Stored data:
____

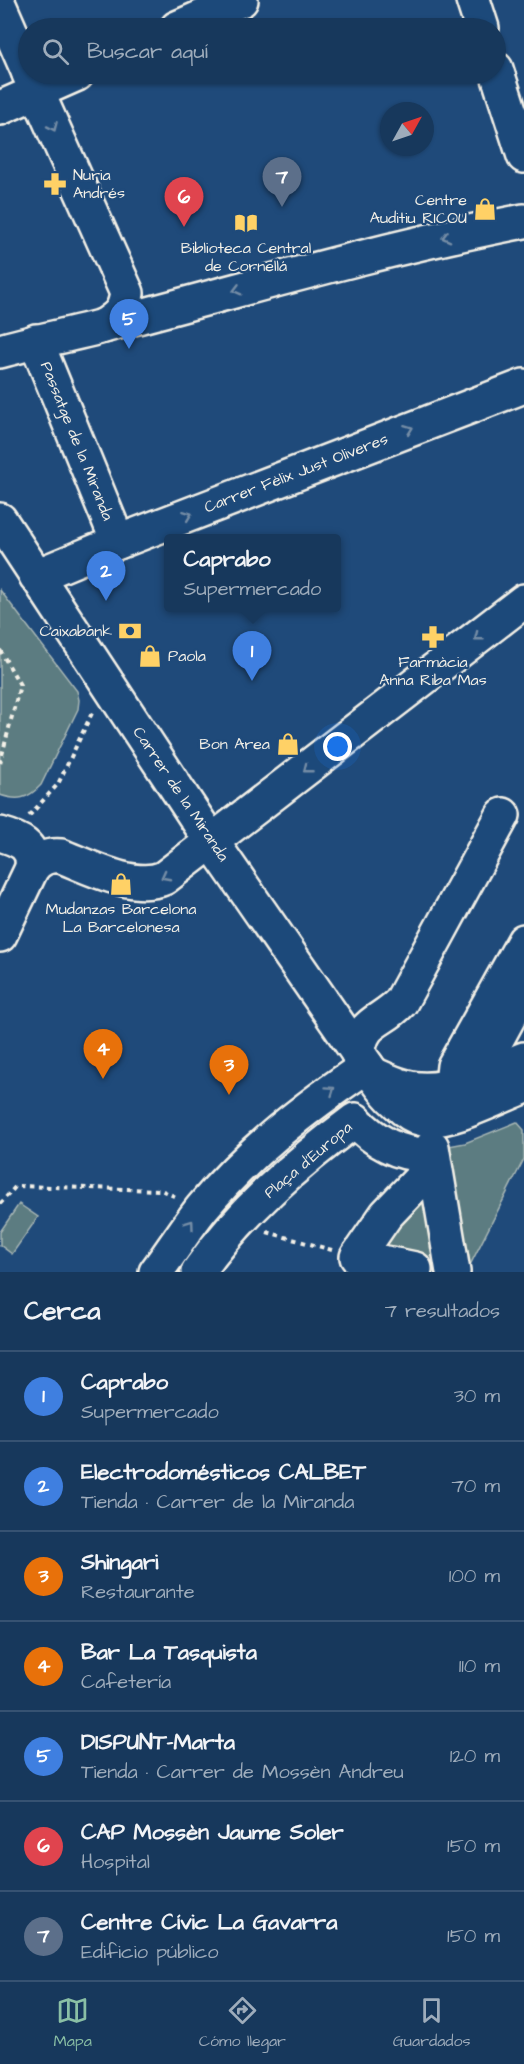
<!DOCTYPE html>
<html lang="es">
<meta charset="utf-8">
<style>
:root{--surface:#17385c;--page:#244365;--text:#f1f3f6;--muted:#9eacbb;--line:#365272;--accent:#8abfa5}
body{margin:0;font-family:"Architects Daughter",sans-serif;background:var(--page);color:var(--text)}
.compass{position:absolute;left:380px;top:102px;width:54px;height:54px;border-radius:50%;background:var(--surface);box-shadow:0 2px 4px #0004;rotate:50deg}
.you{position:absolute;left:338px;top:747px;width:21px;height:21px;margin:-15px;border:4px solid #fff;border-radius:50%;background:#1a73e8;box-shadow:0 0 0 9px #1a73e833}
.badge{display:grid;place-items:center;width:39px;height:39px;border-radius:50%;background:var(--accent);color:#fff;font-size:20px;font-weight:700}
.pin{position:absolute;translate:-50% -50px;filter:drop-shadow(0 2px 3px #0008)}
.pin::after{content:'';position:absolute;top:32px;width:21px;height:18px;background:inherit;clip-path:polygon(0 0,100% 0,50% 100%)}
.popup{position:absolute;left:164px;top:534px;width:177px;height:78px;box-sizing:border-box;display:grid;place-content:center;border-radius:6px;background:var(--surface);filter:drop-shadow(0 2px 4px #0005);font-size:20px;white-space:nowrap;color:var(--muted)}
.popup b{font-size:22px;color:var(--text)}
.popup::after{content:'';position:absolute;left:50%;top:100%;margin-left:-12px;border:12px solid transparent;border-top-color:var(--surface)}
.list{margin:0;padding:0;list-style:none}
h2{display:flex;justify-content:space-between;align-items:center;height:78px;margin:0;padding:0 24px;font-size:26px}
h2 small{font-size:20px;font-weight:400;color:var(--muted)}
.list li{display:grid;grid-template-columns:39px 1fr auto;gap:18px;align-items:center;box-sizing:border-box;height:90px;padding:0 24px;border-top:2px solid var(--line)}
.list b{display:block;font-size:22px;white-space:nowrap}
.list p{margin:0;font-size:20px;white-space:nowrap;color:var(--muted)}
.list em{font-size:20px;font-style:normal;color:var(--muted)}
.icon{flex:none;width:33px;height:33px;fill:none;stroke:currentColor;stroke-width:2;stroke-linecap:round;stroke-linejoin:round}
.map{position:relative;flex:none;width:524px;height:1272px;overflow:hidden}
.search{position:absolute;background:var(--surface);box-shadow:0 2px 4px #0004;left:18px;right:18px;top:18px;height:66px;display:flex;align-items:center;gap:15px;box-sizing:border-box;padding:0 21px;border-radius:33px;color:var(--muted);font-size:22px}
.sheet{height:708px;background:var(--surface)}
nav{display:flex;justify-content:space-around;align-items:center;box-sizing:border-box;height:84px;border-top:2px solid var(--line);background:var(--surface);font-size:16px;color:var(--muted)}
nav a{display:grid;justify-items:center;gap:3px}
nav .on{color:var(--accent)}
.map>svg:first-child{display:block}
.green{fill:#5b7c81;stroke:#a8b6b4;stroke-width:1.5}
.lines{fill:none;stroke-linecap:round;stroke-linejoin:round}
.minor-casing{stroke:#f4f1e8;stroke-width:38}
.path{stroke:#f4f1e8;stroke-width:4;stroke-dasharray:4.5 4.5;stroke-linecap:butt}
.minor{stroke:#1f4a7a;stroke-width:33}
.oneway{stroke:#748da6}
.labels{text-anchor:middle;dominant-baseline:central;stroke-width:4.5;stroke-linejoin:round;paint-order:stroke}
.poi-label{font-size:16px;fill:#f4f1e8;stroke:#1f4a7a;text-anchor:end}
.street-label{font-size:16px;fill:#f4f1e8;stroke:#1f4a7a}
</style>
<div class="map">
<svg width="524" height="1272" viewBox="0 0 524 1272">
<rect width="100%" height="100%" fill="#1f4a7a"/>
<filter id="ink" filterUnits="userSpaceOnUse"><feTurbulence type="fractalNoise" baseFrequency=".0167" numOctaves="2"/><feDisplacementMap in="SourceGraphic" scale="12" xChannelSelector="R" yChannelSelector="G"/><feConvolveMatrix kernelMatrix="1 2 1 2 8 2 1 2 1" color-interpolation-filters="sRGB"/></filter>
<g filter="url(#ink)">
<!-- green -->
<g class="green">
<path d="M0 590 77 691 79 700 78 709 41 785C28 799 18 801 0 795Z"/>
<path d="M517 1122 524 1130V1159L468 1269 438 1148 465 1143Z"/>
<path d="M430 1169 437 1272H420L365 1244Z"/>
<path d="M19 1204 38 1217 12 1254 0 1245V1232Z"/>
</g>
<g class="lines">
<!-- minor casing -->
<g class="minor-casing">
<g id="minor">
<path d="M473 0 482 28"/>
<path d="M0 7 28 71"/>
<path d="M177 28 241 0"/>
<path d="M496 69 524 156"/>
<path d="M29 74 127 293C124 312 120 315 104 326"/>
<path d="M0 108 77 74"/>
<path d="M36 341 118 542"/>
<path d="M0 351C35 341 71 335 107 325 245 289 383 248 524 221"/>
<path d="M0 520 212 842 367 1066C376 1078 384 1092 396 1102 403 1109 413 1117 423 1119 447 1124 500 1096 524 1087"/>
<path d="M36 576 118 542 524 386"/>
<path d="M0 834C18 839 35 845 32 868"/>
<path d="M0 935 32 868C40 858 48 855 61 856 89 867 135 891 164 878L524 601"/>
<path d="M358 1054C363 1018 379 1025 401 1002L503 815"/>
<path d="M485 1061 524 989"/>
<path d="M375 1075C389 1081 404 1089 420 1089 456 1091 491 1072 524 1059"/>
<path d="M455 1086 453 1075 454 1066 524 941"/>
<path d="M432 1147 453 1272"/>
<path d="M156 1272C172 1251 186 1228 202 1208 249 1151 306 1107 367 1066"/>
<path d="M198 1272C240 1212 297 1163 355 1120 374 1141 398 1154 426 1155L430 1169 386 1215 357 1257 415 1269 414 1272"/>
</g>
</g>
<!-- path -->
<g class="path">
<path d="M0 650 20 685 0 763"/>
<path d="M29 816 58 784 93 711"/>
<path d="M0 1204 16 1186 161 1190 176 1197"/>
<path d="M267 1232 332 1250"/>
</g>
<!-- minor -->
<use href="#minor" class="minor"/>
</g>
<!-- one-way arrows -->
<defs><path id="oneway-chevron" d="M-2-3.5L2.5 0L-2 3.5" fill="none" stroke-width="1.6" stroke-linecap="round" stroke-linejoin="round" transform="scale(1.5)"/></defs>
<g class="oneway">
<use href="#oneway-chevron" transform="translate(53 127) rotate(66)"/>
<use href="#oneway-chevron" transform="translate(446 237) rotate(166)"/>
<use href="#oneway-chevron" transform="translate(237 290) rotate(165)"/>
<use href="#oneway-chevron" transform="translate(409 429) rotate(-21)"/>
<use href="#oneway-chevron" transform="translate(188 515) rotate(-21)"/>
<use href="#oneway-chevron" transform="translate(478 637) rotate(142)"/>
<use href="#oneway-chevron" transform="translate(307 769) rotate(142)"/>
<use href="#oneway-chevron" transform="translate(165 876) rotate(152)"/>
<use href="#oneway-chevron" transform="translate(331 1090) rotate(-35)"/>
<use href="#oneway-chevron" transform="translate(190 1224) rotate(-54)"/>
</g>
</g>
<!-- icons -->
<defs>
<g id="pharmacy-bare" transform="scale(1.8)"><path d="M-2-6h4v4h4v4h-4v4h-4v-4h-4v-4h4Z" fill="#ffd166" stroke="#1f4a7a" stroke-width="2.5" paint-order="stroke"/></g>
<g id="shop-bare" transform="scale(1.8)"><path d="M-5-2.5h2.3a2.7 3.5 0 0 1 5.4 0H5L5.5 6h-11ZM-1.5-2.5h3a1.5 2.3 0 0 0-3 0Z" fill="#ffd166" stroke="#1f4a7a" stroke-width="2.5" paint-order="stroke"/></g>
<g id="library-bare" transform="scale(1.8)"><path d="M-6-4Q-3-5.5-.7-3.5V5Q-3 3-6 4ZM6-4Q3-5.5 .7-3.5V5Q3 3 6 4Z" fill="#ffd166" stroke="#1f4a7a" stroke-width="2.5" paint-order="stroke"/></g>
<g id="bank-bare" transform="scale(1.8)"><path d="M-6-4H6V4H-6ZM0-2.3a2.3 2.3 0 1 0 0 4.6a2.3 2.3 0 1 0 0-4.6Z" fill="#ffd166" stroke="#1f4a7a" stroke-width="2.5" paint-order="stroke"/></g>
</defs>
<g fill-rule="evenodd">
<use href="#pharmacy-bare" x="55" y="184"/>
<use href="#shop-bare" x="485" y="209"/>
<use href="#library-bare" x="246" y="223"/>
<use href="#bank-bare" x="130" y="631"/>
<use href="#pharmacy-bare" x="433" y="637"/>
<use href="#shop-bare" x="150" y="656"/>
<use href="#shop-bare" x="288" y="744"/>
<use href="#shop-bare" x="121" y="884"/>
</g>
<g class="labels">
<!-- poi labels -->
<g class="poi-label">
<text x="73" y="175" text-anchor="start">Nuria<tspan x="73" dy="18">Andrés</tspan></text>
<text x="467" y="200">Centre<tspan x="467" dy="18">Auditiu RICOU</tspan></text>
<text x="246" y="248" text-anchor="middle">Biblioteca Central<tspan x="246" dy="18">de Cornellá</tspan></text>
<text x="112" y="631">Caixabank</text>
<text x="168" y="656" text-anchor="start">Paola</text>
<text x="433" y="662" text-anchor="middle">Farmàcia<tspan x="433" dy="18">Anna Riba Mas</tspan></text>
<text x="270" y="744">Bon Area</text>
<text x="121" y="909" text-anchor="middle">Mudanzas Barcelona<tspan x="121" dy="18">La Barcelonesa</tspan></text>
</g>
<!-- street labels -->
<g class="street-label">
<text transform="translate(77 441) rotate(68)">Passatge de la Miranda</text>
<text transform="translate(296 473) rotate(-21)">Carrer Fèlix Just Oliveres</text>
<text transform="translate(181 794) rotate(56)">Carrer de la Miranda</text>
<text transform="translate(308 1160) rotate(-40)">Plaça d'Europa</text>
</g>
</g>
</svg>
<svg class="compass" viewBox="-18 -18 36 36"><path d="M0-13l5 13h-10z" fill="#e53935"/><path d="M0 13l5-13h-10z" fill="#9eacbb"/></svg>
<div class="you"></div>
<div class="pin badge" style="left:252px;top:681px;background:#3f7fe0">1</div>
<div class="popup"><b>Caprabo</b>Supermercado</div>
<div class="pin badge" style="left:106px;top:601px;background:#3f7fe0">2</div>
<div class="pin badge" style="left:229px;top:1095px;background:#e8710a">3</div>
<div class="pin badge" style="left:103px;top:1079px;background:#e8710a">4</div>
<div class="pin badge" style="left:129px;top:349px;background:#3f7fe0">5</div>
<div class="pin badge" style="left:184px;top:227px;background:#e0444e">6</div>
<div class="pin badge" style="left:282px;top:207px;background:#5c6f8a">7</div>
<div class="search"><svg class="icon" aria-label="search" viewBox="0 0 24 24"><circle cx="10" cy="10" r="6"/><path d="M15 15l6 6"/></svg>Buscar aquí</div>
</div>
<section class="sheet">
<h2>Cerca<small>7 resultados</small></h2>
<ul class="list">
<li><span class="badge" style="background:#3f7fe0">1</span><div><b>Caprabo</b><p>Supermercado</p></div><em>30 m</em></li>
<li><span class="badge" style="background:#3f7fe0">2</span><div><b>Electrodomésticos CALBET</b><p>Tienda · Carrer de la Miranda</p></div><em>70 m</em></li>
<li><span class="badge" style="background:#e8710a">3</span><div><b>Shingari</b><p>Restaurante</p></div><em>100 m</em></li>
<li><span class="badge" style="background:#e8710a">4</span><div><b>Bar La Tasquista</b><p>Cafetería</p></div><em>110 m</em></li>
<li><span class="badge" style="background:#3f7fe0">5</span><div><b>DISPUNT-Marta</b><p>Tienda · Carrer de Mossèn Andreu</p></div><em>120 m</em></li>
<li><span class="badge" style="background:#e0444e">6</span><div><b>CAP Mossèn Jaume Soler</b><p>Hospital</p></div><em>150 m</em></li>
<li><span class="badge" style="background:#5c6f8a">7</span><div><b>Centre Cívic La Gavarra</b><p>Edificio público</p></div><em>150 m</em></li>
</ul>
</section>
<nav>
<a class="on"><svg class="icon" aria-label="map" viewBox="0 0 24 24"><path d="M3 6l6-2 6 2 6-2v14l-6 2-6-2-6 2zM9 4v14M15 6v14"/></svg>Mapa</a>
<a><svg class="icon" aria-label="directions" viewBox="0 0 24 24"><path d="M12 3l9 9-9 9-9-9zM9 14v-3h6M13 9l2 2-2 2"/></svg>Cómo llegar</a>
<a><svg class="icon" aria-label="saved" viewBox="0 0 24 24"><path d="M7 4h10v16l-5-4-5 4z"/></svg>Guardados</a>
</nav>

____

Please say only the number of lines in the data that hold "drop".

_Output below_. 2